▼▼▼
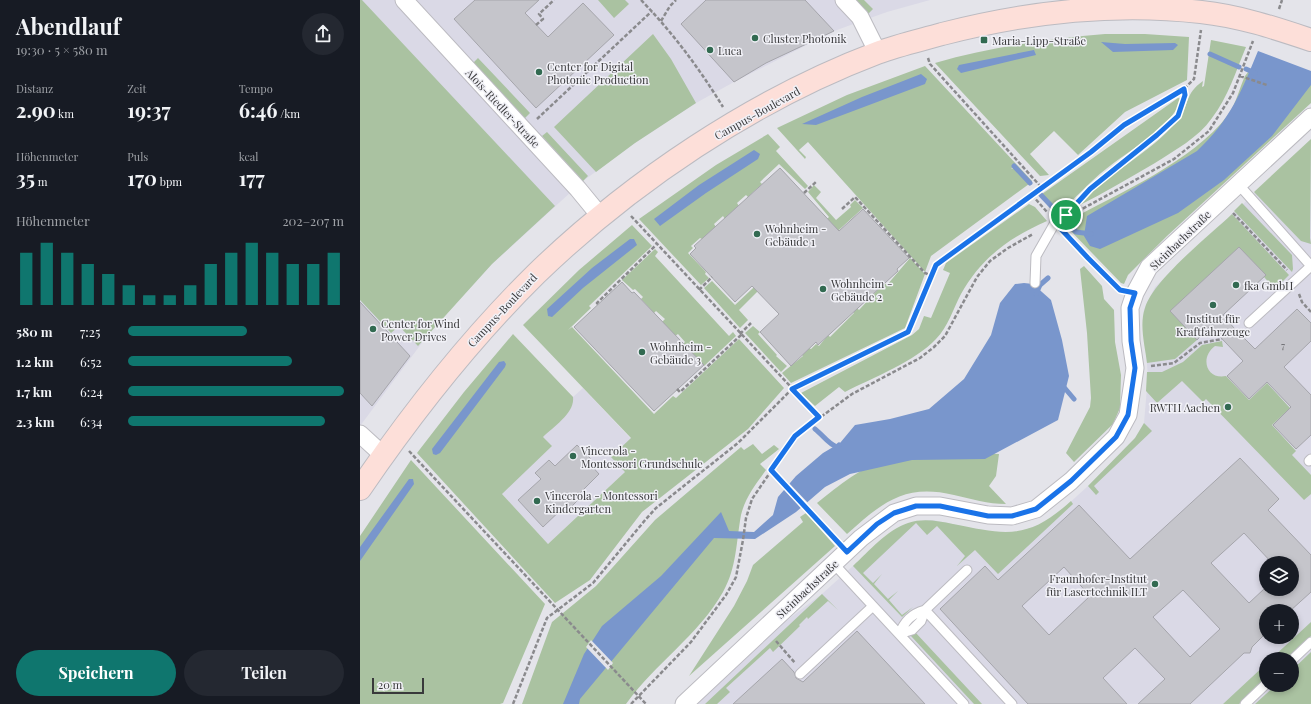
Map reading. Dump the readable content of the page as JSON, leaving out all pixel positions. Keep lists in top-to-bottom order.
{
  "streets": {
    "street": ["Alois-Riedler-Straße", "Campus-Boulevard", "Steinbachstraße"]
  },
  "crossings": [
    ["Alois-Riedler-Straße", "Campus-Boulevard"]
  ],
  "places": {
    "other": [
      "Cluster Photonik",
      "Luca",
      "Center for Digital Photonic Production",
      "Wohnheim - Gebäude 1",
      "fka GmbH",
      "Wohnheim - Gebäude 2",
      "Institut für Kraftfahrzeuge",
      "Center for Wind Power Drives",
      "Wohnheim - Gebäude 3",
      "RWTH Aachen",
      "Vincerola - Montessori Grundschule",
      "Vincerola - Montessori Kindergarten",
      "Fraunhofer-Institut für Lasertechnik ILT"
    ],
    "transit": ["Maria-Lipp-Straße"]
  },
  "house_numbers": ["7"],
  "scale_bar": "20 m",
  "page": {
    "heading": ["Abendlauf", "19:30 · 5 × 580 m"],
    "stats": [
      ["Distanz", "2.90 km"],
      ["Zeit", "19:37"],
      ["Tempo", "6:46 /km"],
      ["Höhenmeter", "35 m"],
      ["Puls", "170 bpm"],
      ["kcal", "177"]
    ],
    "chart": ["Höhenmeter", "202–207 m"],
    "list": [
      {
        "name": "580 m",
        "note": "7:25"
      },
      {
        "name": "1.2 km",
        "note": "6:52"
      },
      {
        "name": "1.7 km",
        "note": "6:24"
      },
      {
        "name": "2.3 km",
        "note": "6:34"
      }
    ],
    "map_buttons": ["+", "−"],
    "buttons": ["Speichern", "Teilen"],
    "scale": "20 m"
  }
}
▲▲▲
DIRECTIONS
Your answer should be one number, the count of lines above that hold "Vincerola".

SOLUTION BELOW
2